Start of Source records

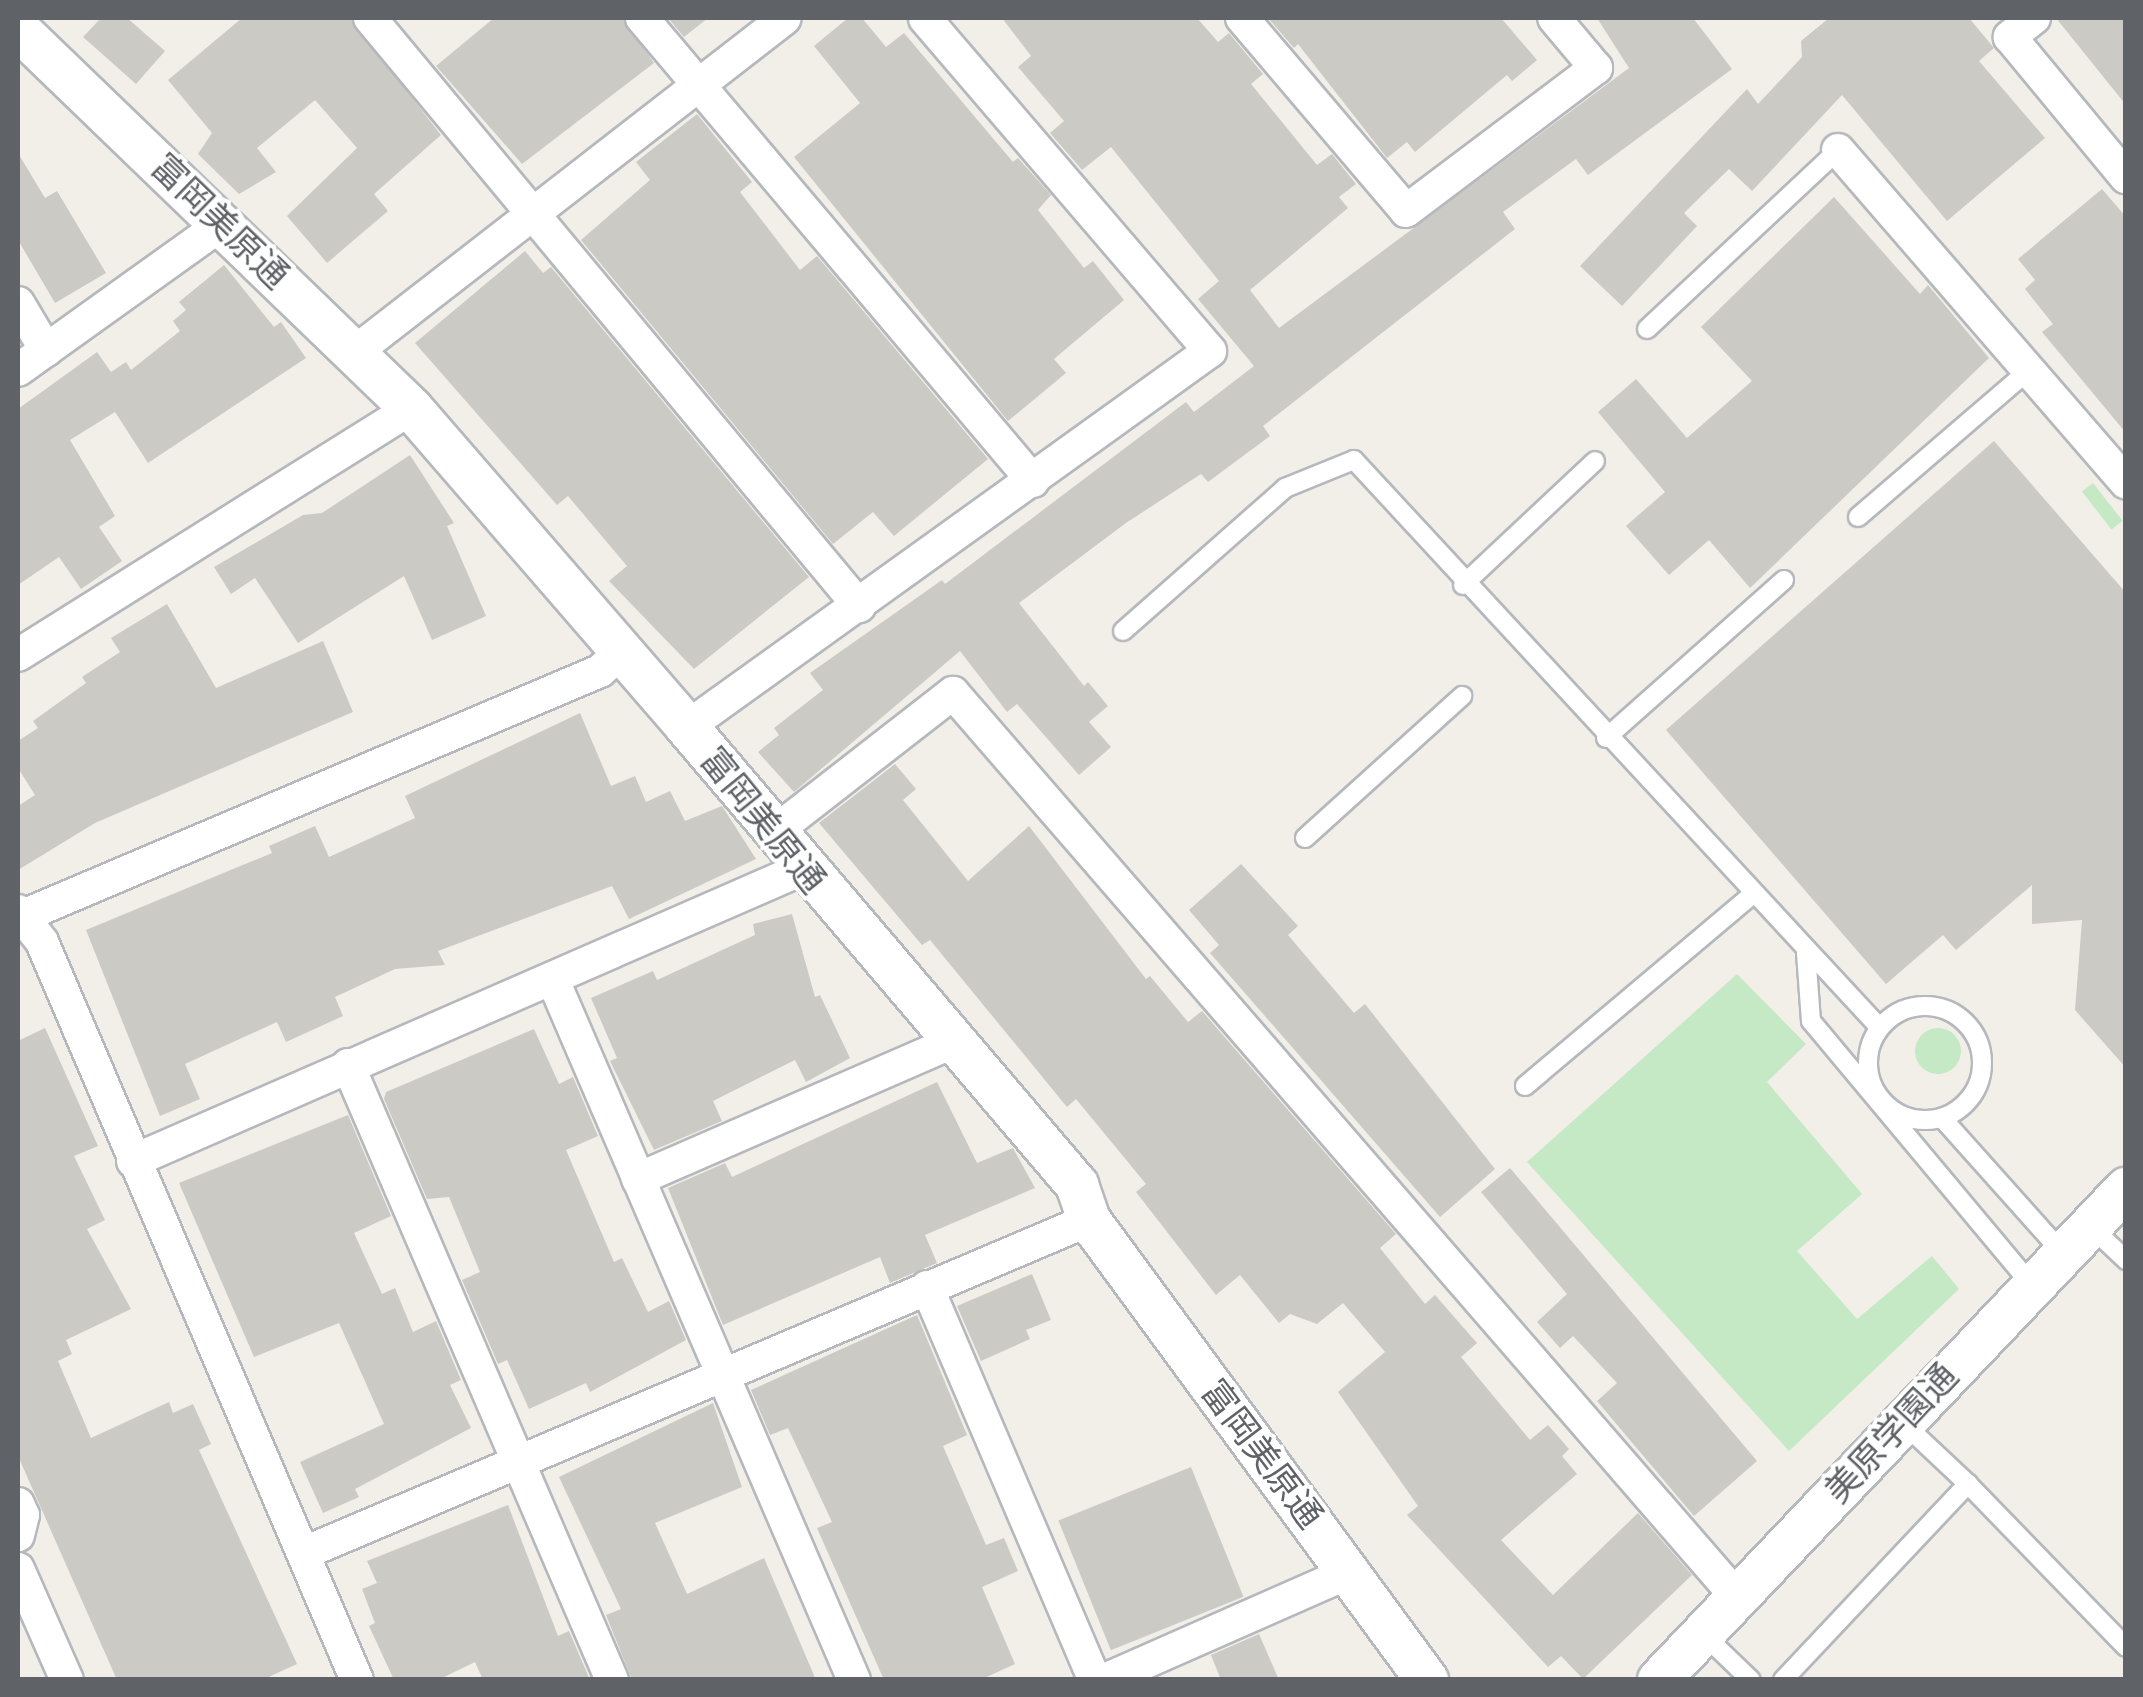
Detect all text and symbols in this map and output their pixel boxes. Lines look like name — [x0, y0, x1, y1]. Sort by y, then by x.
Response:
street label: 富岡美原通 — [142, 145, 298, 297]
street label: 富岡美原通 — [692, 739, 834, 901]
street label: 美原学園通 — [1816, 1355, 1966, 1511]
street label: 富岡美原通 — [1193, 1371, 1331, 1537]

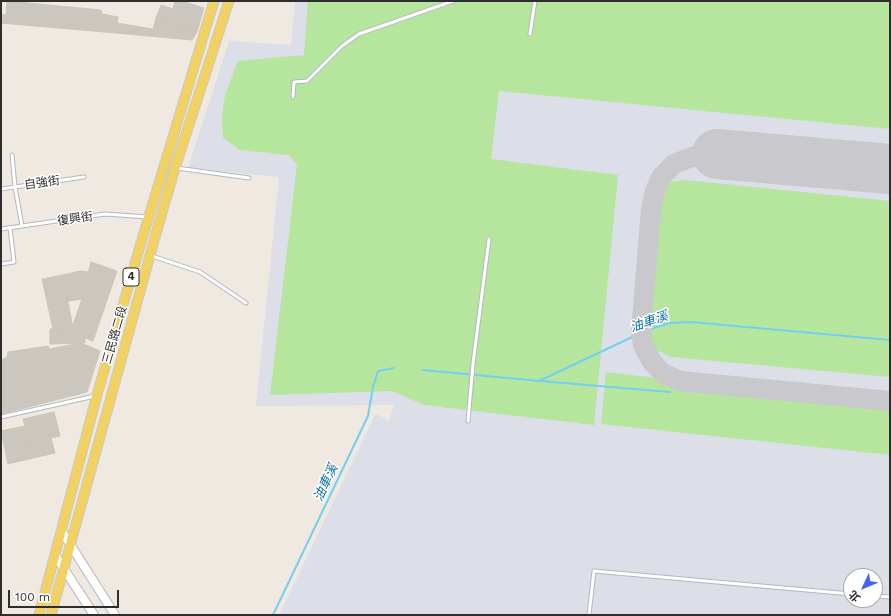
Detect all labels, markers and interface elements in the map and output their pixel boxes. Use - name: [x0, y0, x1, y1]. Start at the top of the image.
- street label: 自強街: [23, 173, 61, 193]
- street label: 復興街: [56, 209, 94, 229]
- road number: 4: [123, 268, 139, 286]
- street label: 三民路二段: [100, 304, 130, 366]
- water label: 油車溪: [628, 308, 670, 336]
- water label: 油車溪: [311, 462, 341, 504]
- north arrow: [843, 568, 883, 608]
- scale bar: [10, 582, 121, 608]
- text: 北: [846, 588, 863, 604]
- text: 100 m: [15, 590, 50, 604]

End of Source records

* Directions *
Retype the data shown above exactly, excluding any picture it contains.

* Result of this task *
Detect all text and symbols in this map and output their pixel boxes. Lines look like name — [x0, y0, x1, y1]. Sort by y, then by x.
Response:
street label: 富岡美原通 — [142, 145, 298, 297]
street label: 富岡美原通 — [692, 739, 834, 901]
street label: 美原学園通 — [1816, 1355, 1966, 1511]
street label: 富岡美原通 — [1193, 1371, 1331, 1537]

Detect all labels, markers and interface elements in the map and output their pixel boxes. Use - name: [x0, y0, x1, y1]. Start at the top of the image.
- street label: 自強街: [23, 173, 61, 193]
- street label: 復興街: [56, 209, 94, 229]
- road number: 4: [123, 268, 139, 286]
- street label: 三民路二段: [100, 304, 130, 366]
- water label: 油車溪: [628, 308, 670, 336]
- water label: 油車溪: [311, 462, 341, 504]
- north arrow: [843, 568, 883, 608]
- scale bar: [10, 582, 121, 608]
- text: 北: [846, 588, 863, 604]
- text: 100 m: [15, 590, 50, 604]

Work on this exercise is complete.